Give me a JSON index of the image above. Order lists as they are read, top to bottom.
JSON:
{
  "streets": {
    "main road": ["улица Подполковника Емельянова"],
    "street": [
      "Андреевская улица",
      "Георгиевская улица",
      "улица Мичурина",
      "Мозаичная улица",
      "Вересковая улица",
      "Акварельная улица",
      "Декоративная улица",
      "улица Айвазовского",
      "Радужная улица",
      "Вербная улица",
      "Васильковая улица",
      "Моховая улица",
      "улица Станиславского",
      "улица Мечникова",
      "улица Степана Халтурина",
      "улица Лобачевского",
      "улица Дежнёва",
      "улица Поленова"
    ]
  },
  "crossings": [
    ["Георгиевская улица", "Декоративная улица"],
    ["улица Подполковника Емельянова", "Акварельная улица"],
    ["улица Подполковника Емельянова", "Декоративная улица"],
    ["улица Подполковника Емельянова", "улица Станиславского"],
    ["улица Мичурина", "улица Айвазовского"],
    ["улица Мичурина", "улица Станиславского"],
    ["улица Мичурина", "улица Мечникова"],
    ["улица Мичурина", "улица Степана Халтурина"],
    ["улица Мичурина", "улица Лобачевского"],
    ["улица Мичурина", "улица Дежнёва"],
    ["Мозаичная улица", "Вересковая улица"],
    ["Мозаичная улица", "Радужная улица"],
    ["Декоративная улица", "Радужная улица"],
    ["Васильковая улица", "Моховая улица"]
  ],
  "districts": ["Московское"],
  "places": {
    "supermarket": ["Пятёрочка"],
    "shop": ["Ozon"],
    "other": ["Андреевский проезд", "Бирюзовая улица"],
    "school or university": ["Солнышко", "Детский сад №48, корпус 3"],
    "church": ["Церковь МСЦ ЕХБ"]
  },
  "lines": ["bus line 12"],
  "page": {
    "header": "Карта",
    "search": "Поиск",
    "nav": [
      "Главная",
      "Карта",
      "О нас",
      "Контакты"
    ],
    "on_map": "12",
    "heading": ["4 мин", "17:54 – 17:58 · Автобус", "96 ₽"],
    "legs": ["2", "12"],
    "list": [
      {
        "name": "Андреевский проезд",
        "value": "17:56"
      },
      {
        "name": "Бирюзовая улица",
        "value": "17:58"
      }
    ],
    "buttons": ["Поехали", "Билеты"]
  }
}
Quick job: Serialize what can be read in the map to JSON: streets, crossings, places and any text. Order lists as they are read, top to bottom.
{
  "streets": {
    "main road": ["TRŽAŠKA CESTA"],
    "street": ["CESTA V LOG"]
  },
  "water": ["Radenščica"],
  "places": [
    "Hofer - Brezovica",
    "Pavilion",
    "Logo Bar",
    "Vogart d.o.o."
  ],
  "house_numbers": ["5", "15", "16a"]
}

▸ INSTRUCTIONS TO FOLLOW:
Write out the data exactly as it stands.

▸ WRITTEN SOLUTION:
Give me a JSON index of the image above. Order lists as they are read, top to bottom.
JSON:
{
  "streets": {
    "main road": ["улица Подполковника Емельянова"],
    "street": [
      "Андреевская улица",
      "Георгиевская улица",
      "улица Мичурина",
      "Мозаичная улица",
      "Вересковая улица",
      "Акварельная улица",
      "Декоративная улица",
      "улица Айвазовского",
      "Радужная улица",
      "Вербная улица",
      "Васильковая улица",
      "Моховая улица",
      "улица Станиславского",
      "улица Мечникова",
      "улица Степана Халтурина",
      "улица Лобачевского",
      "улица Дежнёва",
      "улица Поленова"
    ]
  },
  "crossings": [
    ["Георгиевская улица", "Декоративная улица"],
    ["улица Подполковника Емельянова", "Акварельная улица"],
    ["улица Подполковника Емельянова", "Декоративная улица"],
    ["улица Подполковника Емельянова", "улица Станиславского"],
    ["улица Мичурина", "улица Айвазовского"],
    ["улица Мичурина", "улица Станиславского"],
    ["улица Мичурина", "улица Мечникова"],
    ["улица Мичурина", "улица Степана Халтурина"],
    ["улица Мичурина", "улица Лобачевского"],
    ["улица Мичурина", "улица Дежнёва"],
    ["Мозаичная улица", "Вересковая улица"],
    ["Мозаичная улица", "Радужная улица"],
    ["Декоративная улица", "Радужная улица"],
    ["Васильковая улица", "Моховая улица"]
  ],
  "districts": ["Московское"],
  "places": {
    "supermarket": ["Пятёрочка"],
    "shop": ["Ozon"],
    "other": ["Андреевский проезд", "Бирюзовая улица"],
    "school or university": ["Солнышко", "Детский сад №48, корпус 3"],
    "church": ["Церковь МСЦ ЕХБ"]
  },
  "lines": ["bus line 12"],
  "page": {
    "header": "Карта",
    "search": "Поиск",
    "nav": [
      "Главная",
      "Карта",
      "О нас",
      "Контакты"
    ],
    "on_map": "12",
    "heading": ["4 мин", "17:54 – 17:58 · Автобус", "96 ₽"],
    "legs": ["2", "12"],
    "list": [
      {
        "name": "Андреевский проезд",
        "value": "17:56"
      },
      {
        "name": "Бирюзовая улица",
        "value": "17:58"
      }
    ],
    "buttons": ["Поехали", "Билеты"]
  }
}
Quick job: Serialize what can be read in the map to JSON: streets, crossings, places and any text. Order lists as they are read, top to bottom.
{
  "streets": {
    "main road": ["TRŽAŠKA CESTA"],
    "street": ["CESTA V LOG"]
  },
  "water": ["Radenščica"],
  "places": [
    "Hofer - Brezovica",
    "Pavilion",
    "Logo Bar",
    "Vogart d.o.o."
  ],
  "house_numbers": ["5", "15", "16a"]
}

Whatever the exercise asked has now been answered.